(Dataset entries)
◆ ◆ ◆ ◆ ◆

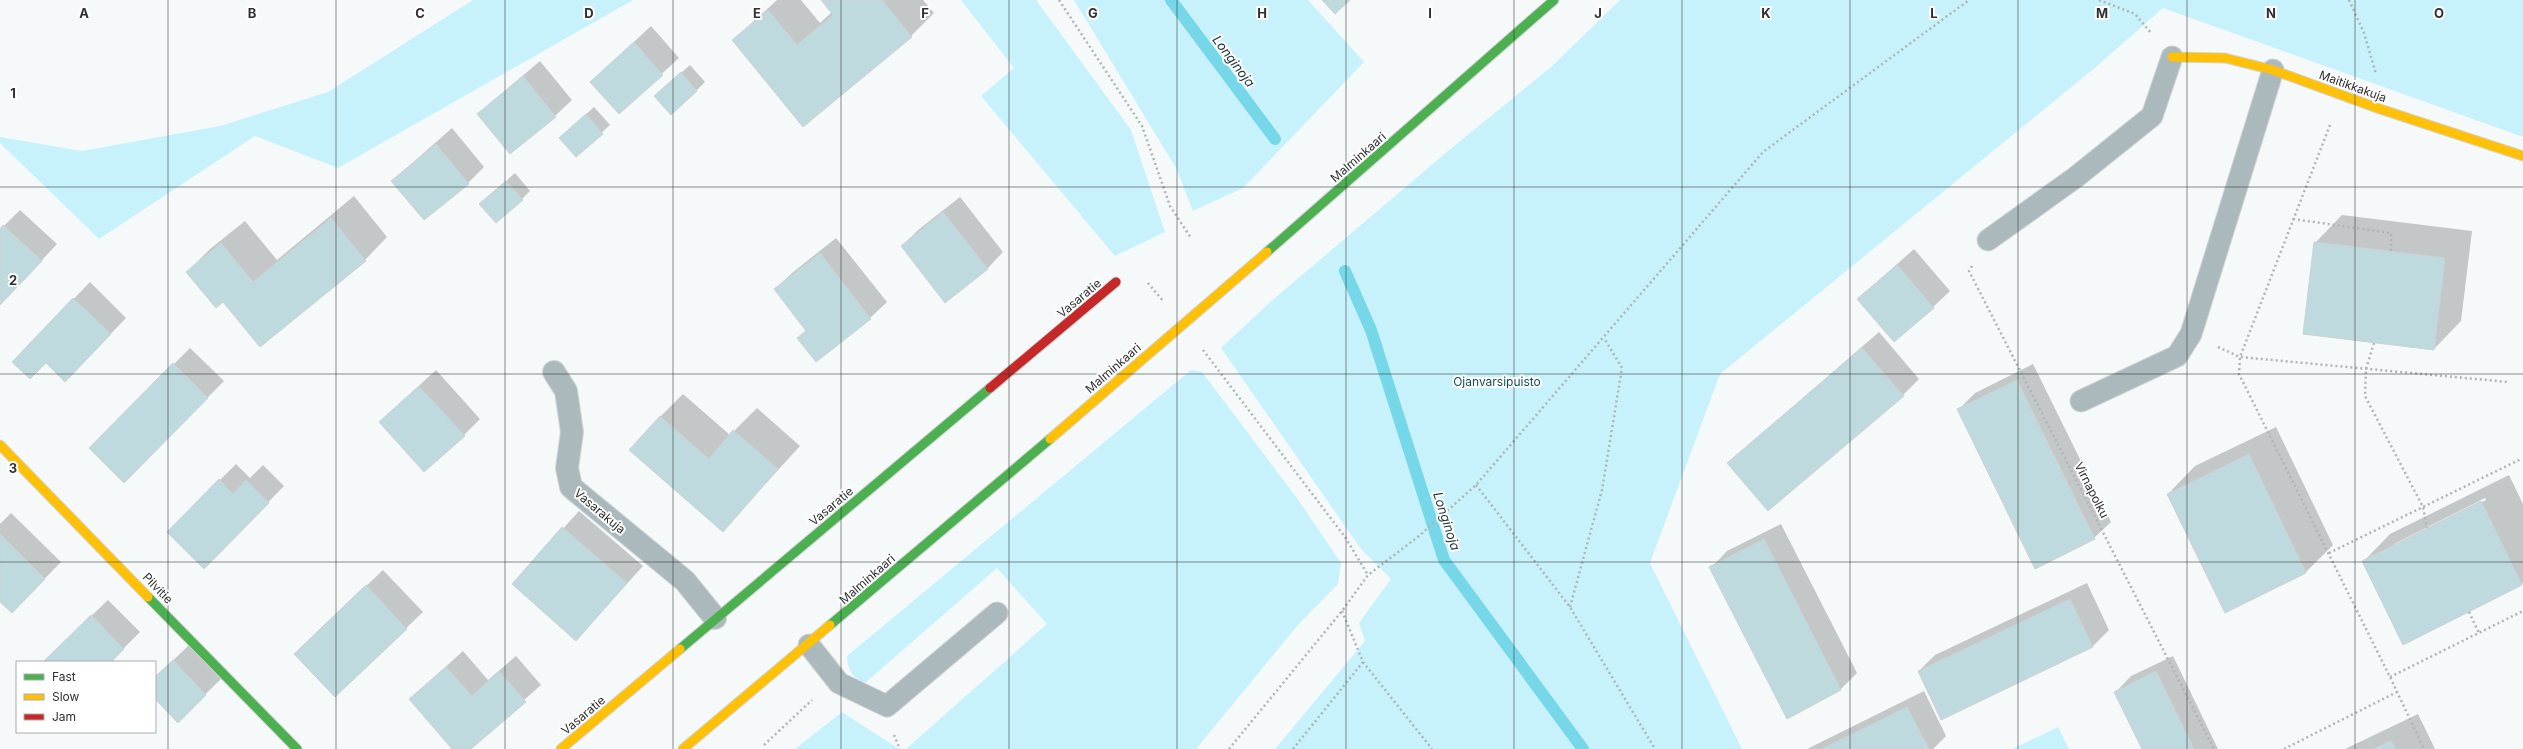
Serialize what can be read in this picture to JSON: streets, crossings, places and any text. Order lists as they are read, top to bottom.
{
  "streets": {
    "street": [
      "Maitikkakuja",
      "Malminkaari",
      "Vasaratie",
      "Vasarakuja",
      "Pilvitie"
    ],
    "path": ["Virnapolku"]
  },
  "crossings": [
    ["Vasaratie", "Vasarakuja"]
  ],
  "water": ["Longinoja"],
  "parks": ["Ojanvarsipuisto"],
  "legend": ["Fast", "Slow", "Jam"],
  "grid": {
    "columns": [
      "A",
      "B",
      "C",
      "D",
      "E",
      "F",
      "G",
      "H",
      "I",
      "J",
      "K",
      "L",
      "M",
      "N",
      "O"
    ],
    "rows": ["1", "2", "3"]
  }
}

◆ ◆ ◆ ◆ ◆

## Problem requirements
Your answer must be an exact copy of the records above, with no pictures included.

## Written solution
Serialize what can be read in this picture to JSON: streets, crossings, places and any text. Order lists as they are read, top to bottom.
{
  "streets": {
    "street": [
      "Maitikkakuja",
      "Malminkaari",
      "Vasaratie",
      "Vasarakuja",
      "Pilvitie"
    ],
    "path": ["Virnapolku"]
  },
  "crossings": [
    ["Vasaratie", "Vasarakuja"]
  ],
  "water": ["Longinoja"],
  "parks": ["Ojanvarsipuisto"],
  "legend": ["Fast", "Slow", "Jam"],
  "grid": {
    "columns": [
      "A",
      "B",
      "C",
      "D",
      "E",
      "F",
      "G",
      "H",
      "I",
      "J",
      "K",
      "L",
      "M",
      "N",
      "O"
    ],
    "rows": ["1", "2", "3"]
  }
}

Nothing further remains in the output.